Bar Graphs With Style
Published 19 years, 1 day pastA lot of the time, when I’m sharing a technique or effect I’ve devised, I’ll say something like “I doubt I’m the first to think of this…” or “it may not be original, but it’s original to me…”. This might strike some as an annoying quirk, some sort of pseudo-modesty that I should either embrace fully or just drop already.
However, I do it because I know it’s true. Even some of the most radical experiments I’ve published, like those on css/edge, were prefigured or anticipated by others. I didn’t steal anyone’s ideas, of course. Every one of those demos was an original creation born of my knowledge and thinking. They just weren’t necessarily the very first instance of those techniques ever published anywhere. Other ideas, like Universal Child Replacement, were devised before I hit upon them but were never documented.

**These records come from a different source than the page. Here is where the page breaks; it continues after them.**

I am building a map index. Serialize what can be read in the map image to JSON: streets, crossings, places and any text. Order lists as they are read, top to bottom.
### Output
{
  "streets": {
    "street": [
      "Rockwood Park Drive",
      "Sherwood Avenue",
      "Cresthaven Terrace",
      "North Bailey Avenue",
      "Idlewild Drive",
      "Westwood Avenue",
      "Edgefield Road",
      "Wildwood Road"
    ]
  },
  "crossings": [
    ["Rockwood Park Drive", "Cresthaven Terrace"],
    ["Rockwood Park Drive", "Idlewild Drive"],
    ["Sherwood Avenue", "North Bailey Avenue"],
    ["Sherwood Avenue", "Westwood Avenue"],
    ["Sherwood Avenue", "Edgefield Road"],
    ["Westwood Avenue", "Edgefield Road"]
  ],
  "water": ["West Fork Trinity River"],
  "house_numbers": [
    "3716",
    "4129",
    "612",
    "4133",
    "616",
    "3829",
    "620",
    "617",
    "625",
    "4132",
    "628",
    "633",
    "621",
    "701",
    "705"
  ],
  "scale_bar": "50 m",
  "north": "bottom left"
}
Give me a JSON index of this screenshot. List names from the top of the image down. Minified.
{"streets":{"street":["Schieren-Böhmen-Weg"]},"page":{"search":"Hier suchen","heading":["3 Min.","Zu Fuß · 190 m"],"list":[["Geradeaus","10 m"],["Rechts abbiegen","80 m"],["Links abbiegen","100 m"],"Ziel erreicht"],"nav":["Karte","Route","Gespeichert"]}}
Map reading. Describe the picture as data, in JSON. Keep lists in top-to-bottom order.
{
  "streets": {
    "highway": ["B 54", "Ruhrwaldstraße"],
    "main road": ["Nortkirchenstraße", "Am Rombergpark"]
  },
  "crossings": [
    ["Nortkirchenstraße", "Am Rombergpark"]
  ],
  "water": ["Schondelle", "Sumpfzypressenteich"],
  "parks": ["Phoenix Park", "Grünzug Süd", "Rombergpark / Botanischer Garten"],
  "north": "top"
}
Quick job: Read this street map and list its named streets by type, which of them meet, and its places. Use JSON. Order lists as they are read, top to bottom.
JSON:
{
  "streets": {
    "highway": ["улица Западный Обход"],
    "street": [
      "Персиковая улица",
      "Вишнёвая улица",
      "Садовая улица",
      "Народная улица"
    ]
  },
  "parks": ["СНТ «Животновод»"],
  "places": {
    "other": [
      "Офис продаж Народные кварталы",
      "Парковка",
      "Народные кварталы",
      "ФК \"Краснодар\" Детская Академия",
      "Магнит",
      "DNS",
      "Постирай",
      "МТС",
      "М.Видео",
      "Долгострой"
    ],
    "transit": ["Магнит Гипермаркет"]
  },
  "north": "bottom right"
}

I bring this up because the door swings both ways: from time to time, I see someone else publish a technique or idea that I’d had but never documented. A recent case in point was the appearance of “CSS for Bar Graphs” at Apples to Oranges, which showed a vertical bar graph created out of CSS and a list. I’d done something very, very similar almost three months before the AtO article’s publication date while creating an invoice-tracking system for myself, and never gotten around to publishing an example.
This almost certainly means that they and I were creating basically the same thing at the same time. Who got the idea first? Who cares? It’s a nifty idea no matter who thought it up. Plus it’s a near-certainty that somebody else did it long before three months ago, and never got around to documenting it.
I often wonder how many really cool techniques and ideas are lost simply because the inventors don’t have the time or energy to publish them.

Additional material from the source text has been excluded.